(YOUR TASK)
In the records that follow, locate every line with "KENILWORTH" and extract it.

[Extracted data entries]
+++

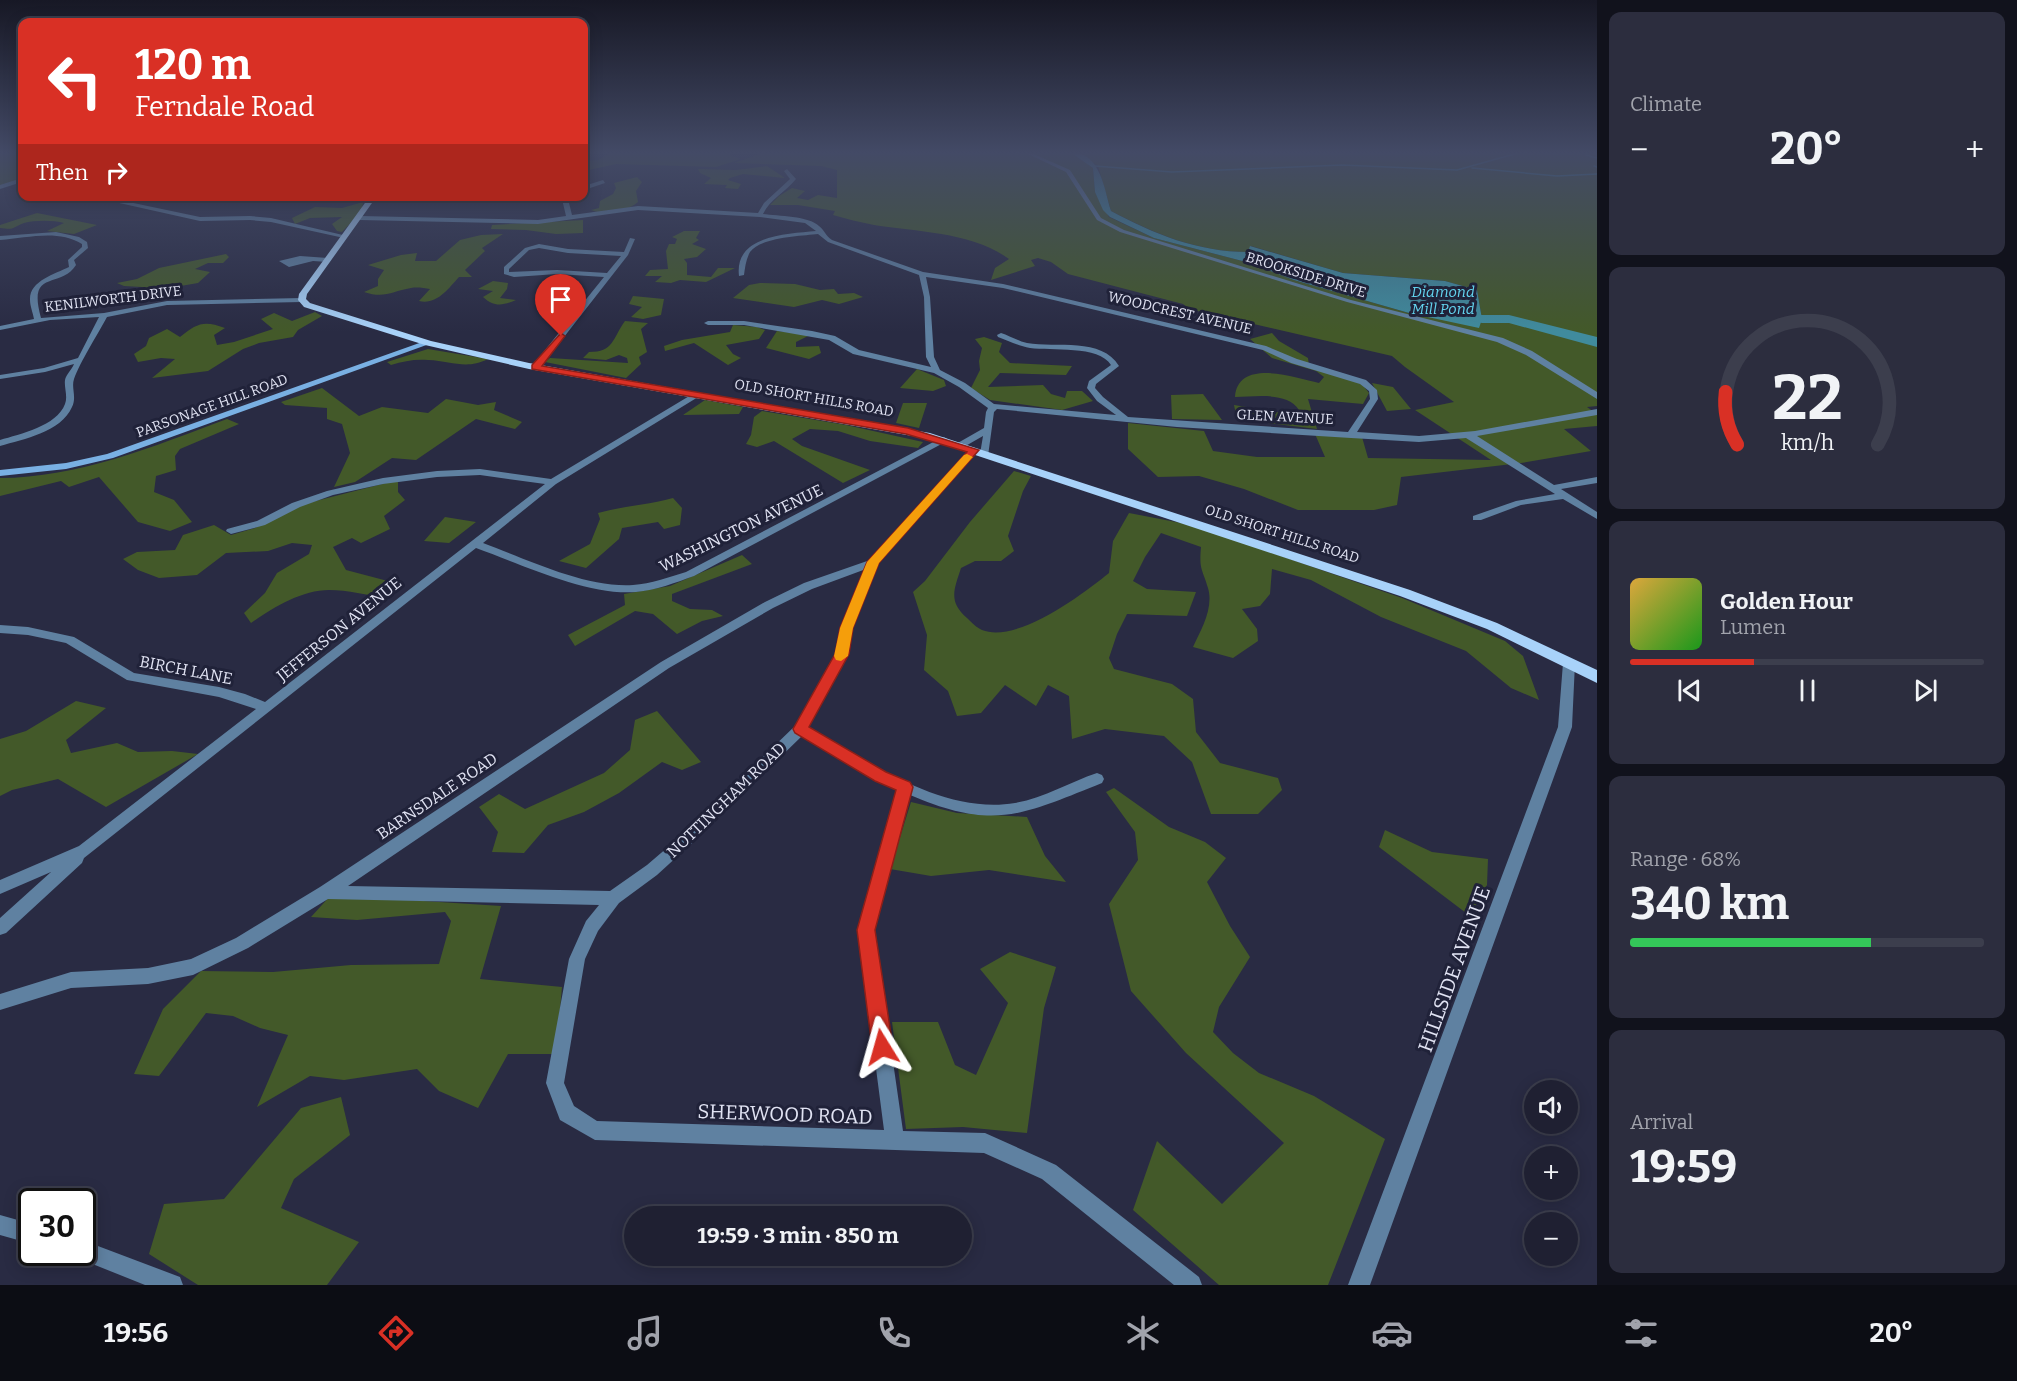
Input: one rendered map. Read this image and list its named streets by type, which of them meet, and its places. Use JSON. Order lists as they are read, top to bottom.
{
  "streets": {
    "main road": ["OLD SHORT HILLS ROAD"],
    "street": [
      "BROOKSIDE DRIVE",
      "KENILWORTH DRIVE",
      "WOODCREST AVENUE",
      "PARSONAGE HILL ROAD",
      "GLEN AVENUE",
      "WASHINGTON AVENUE",
      "JEFFERSON AVENUE",
      "BIRCH LANE",
      "BARNSDALE ROAD",
      "NOTTINGHAM ROAD",
      "HILLSIDE AVENUE",
      "SHERWOOD ROAD"
    ]
  },
  "crossings": [
    ["KENILWORTH DRIVE", "OLD SHORT HILLS ROAD"],
    ["WOODCREST AVENUE", "GLEN AVENUE"],
    ["OLD SHORT HILLS ROAD", "PARSONAGE HILL ROAD"],
    ["OLD SHORT HILLS ROAD", "WASHINGTON AVENUE"],
    ["OLD SHORT HILLS ROAD", "JEFFERSON AVENUE"],
    ["OLD SHORT HILLS ROAD", "NOTTINGHAM ROAD"],
    ["OLD SHORT HILLS ROAD", "HILLSIDE AVENUE"],
    ["WASHINGTON AVENUE", "JEFFERSON AVENUE"],
    ["JEFFERSON AVENUE", "BIRCH LANE"],
    ["BARNSDALE ROAD", "NOTTINGHAM ROAD"],
    ["NOTTINGHAM ROAD", "SHERWOOD ROAD"]
  ],
  "water": ["Diamond Mill Pond"],
  "page": {
    "tile": [
      "Climate",
      ["Range · 68%", "340 km"],
      ["Arrival", "19:59"]
    ],
    "turn": ["120 m", "Ferndale Road"],
    "heat": ["−", "20°", "+"],
    "then": "Then",
    "song": ["Golden Hour", "Lumen"],
    "map_buttons": ["+", "−"],
    "limit": "30",
    "trip": "19:59 · 3 min · 850 m",
    "tabs": ["19:56", "20°"],
    "gauge": ["22", "km/h"]
  }
}
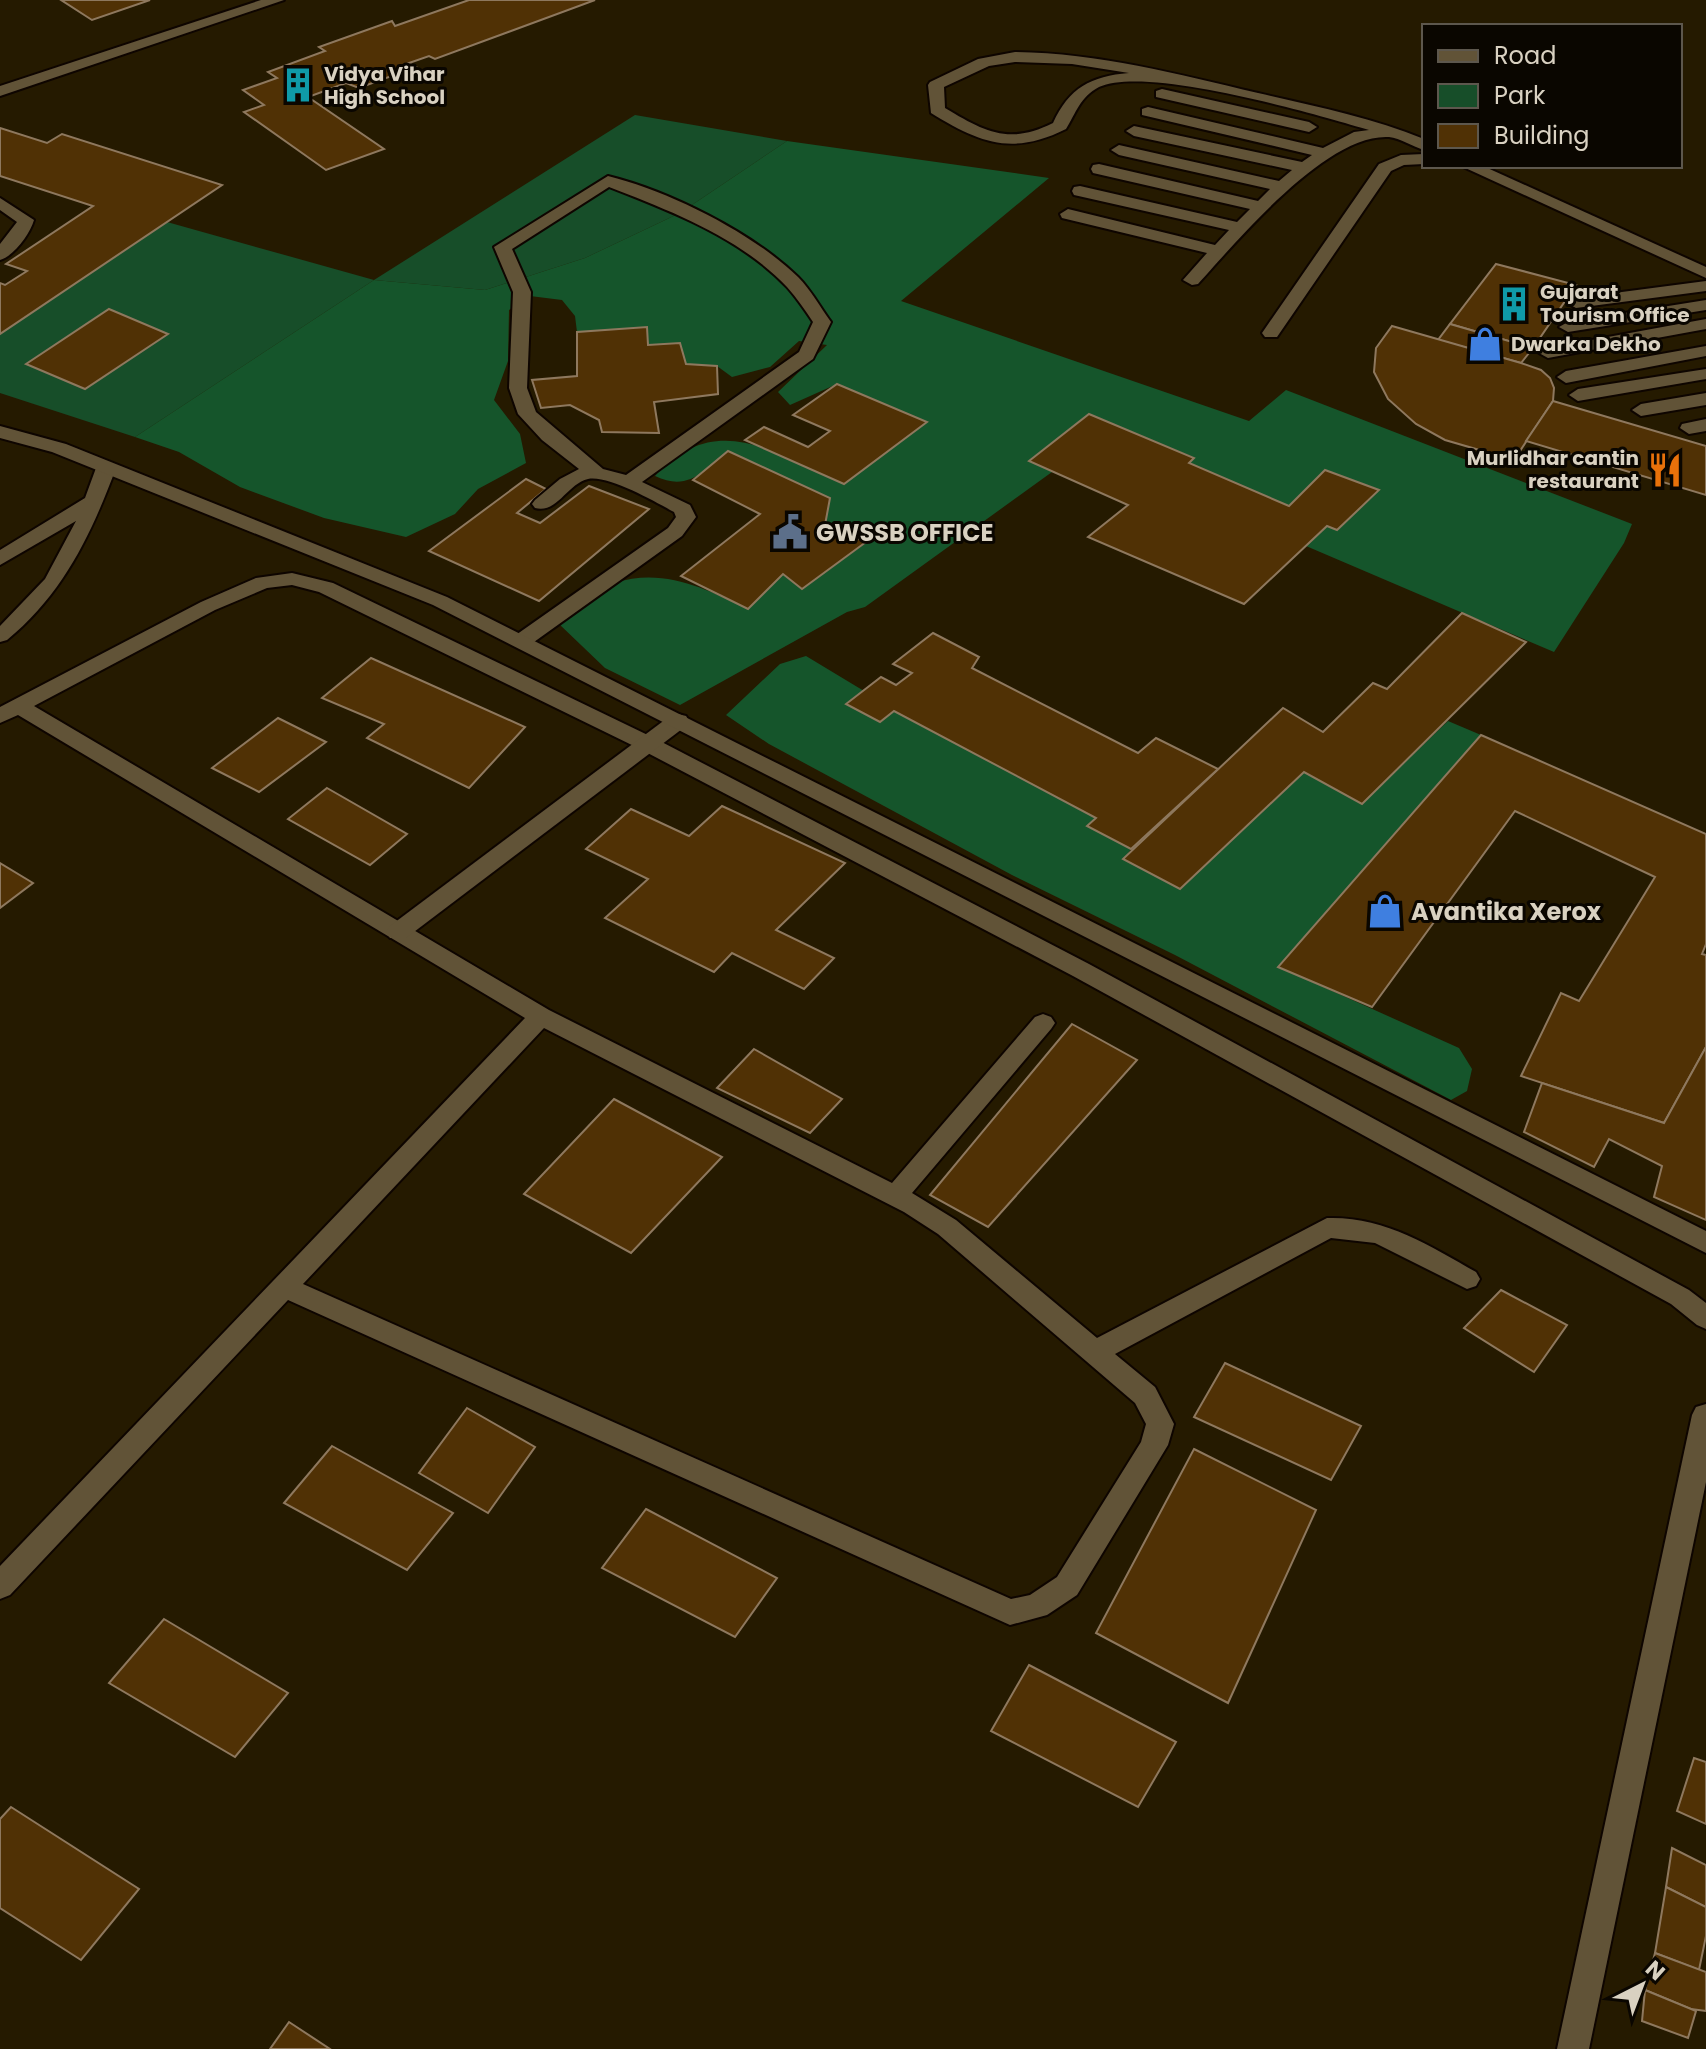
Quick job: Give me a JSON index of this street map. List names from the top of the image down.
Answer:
{
  "places": {
    "building": ["Vidya Vihar High School", "Gujarat Tourism Office"],
    "shop": ["Dwarka Dekho", "Avantika Xerox"],
    "restaurant": ["Murlidhar cantin restaurant"],
    "public building": ["GWSSB OFFICE"]
  },
  "legend": ["Road", "Park", "Building"],
  "north": "top right"
}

+++

(PROBLEM SOLUTION)
      "KENILWORTH DRIVE",
    ["KENILWORTH DRIVE", "OLD SHORT HILLS ROAD"],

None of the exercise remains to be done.